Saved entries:
⁂

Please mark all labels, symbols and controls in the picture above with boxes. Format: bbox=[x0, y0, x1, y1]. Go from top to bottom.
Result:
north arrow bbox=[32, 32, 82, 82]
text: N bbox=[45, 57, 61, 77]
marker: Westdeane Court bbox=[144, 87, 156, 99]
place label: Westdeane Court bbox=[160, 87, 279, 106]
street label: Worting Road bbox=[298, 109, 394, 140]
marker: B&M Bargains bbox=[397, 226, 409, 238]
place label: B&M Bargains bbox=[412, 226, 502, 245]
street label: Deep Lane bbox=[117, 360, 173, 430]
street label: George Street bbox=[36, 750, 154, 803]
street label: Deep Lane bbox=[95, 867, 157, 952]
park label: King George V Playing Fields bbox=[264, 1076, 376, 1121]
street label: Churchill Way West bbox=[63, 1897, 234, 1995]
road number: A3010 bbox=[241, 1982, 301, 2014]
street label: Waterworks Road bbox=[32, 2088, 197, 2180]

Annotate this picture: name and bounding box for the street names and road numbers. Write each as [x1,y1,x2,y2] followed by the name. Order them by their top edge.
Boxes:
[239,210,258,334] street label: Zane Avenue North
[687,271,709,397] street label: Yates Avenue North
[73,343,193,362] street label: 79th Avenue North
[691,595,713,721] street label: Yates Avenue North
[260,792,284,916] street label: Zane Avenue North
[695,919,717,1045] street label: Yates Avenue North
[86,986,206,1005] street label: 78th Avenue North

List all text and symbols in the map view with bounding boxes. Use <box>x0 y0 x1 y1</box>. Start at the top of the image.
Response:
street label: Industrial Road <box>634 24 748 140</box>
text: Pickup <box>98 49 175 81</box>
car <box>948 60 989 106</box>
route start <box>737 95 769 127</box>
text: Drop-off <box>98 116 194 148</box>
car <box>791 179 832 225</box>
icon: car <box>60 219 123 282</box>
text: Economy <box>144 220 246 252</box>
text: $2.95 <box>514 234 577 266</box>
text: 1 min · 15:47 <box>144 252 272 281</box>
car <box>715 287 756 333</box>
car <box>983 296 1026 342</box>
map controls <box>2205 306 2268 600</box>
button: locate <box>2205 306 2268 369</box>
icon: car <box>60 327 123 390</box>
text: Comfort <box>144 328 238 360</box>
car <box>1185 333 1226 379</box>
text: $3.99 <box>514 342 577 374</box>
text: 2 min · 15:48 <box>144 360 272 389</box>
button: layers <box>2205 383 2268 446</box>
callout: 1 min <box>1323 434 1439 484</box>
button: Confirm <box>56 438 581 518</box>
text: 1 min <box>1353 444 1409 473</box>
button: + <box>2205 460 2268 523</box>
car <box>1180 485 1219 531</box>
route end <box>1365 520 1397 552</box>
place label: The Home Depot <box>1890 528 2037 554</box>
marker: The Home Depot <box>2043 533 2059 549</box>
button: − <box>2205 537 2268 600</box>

⁂

• [WORK ORDER]
Retype all the data. Nothing may be left out or altered.

• [ANSWER TO THIS TASK]
Please mark all labels, symbols and controls in the picture above with boxes. Format: bbox=[x0, y0, x1, y1]. Go from top to bottom.
Result:
north arrow bbox=[32, 32, 82, 82]
text: N bbox=[45, 57, 61, 77]
marker: Westdeane Court bbox=[144, 87, 156, 99]
place label: Westdeane Court bbox=[160, 87, 279, 106]
street label: Worting Road bbox=[298, 109, 394, 140]
marker: B&M Bargains bbox=[397, 226, 409, 238]
place label: B&M Bargains bbox=[412, 226, 502, 245]
street label: Deep Lane bbox=[117, 360, 173, 430]
street label: George Street bbox=[36, 750, 154, 803]
street label: Deep Lane bbox=[95, 867, 157, 952]
park label: King George V Playing Fields bbox=[264, 1076, 376, 1121]
street label: Churchill Way West bbox=[63, 1897, 234, 1995]
road number: A3010 bbox=[241, 1982, 301, 2014]
street label: Waterworks Road bbox=[32, 2088, 197, 2180]

Annotate this picture: name and bounding box for the street names and road numbers. Write each as [x1,y1,x2,y2] followed by the name. Order them by their top edge.
Boxes:
[239,210,258,334] street label: Zane Avenue North
[687,271,709,397] street label: Yates Avenue North
[73,343,193,362] street label: 79th Avenue North
[691,595,713,721] street label: Yates Avenue North
[260,792,284,916] street label: Zane Avenue North
[695,919,717,1045] street label: Yates Avenue North
[86,986,206,1005] street label: 78th Avenue North

List all text and symbols in the map view with bounding boxes. Use <box>x0 y0 x1 y1</box>. Start at the top of the image.
Response:
street label: Industrial Road <box>634 24 748 140</box>
text: Pickup <box>98 49 175 81</box>
car <box>948 60 989 106</box>
route start <box>737 95 769 127</box>
text: Drop-off <box>98 116 194 148</box>
car <box>791 179 832 225</box>
icon: car <box>60 219 123 282</box>
text: Economy <box>144 220 246 252</box>
text: $2.95 <box>514 234 577 266</box>
text: 1 min · 15:47 <box>144 252 272 281</box>
car <box>715 287 756 333</box>
car <box>983 296 1026 342</box>
map controls <box>2205 306 2268 600</box>
button: locate <box>2205 306 2268 369</box>
icon: car <box>60 327 123 390</box>
text: Comfort <box>144 328 238 360</box>
car <box>1185 333 1226 379</box>
text: $3.99 <box>514 342 577 374</box>
text: 2 min · 15:48 <box>144 360 272 389</box>
button: layers <box>2205 383 2268 446</box>
callout: 1 min <box>1323 434 1439 484</box>
button: Confirm <box>56 438 581 518</box>
text: 1 min <box>1353 444 1409 473</box>
button: + <box>2205 460 2268 523</box>
car <box>1180 485 1219 531</box>
route end <box>1365 520 1397 552</box>
place label: The Home Depot <box>1890 528 2037 554</box>
marker: The Home Depot <box>2043 533 2059 549</box>
button: − <box>2205 537 2268 600</box>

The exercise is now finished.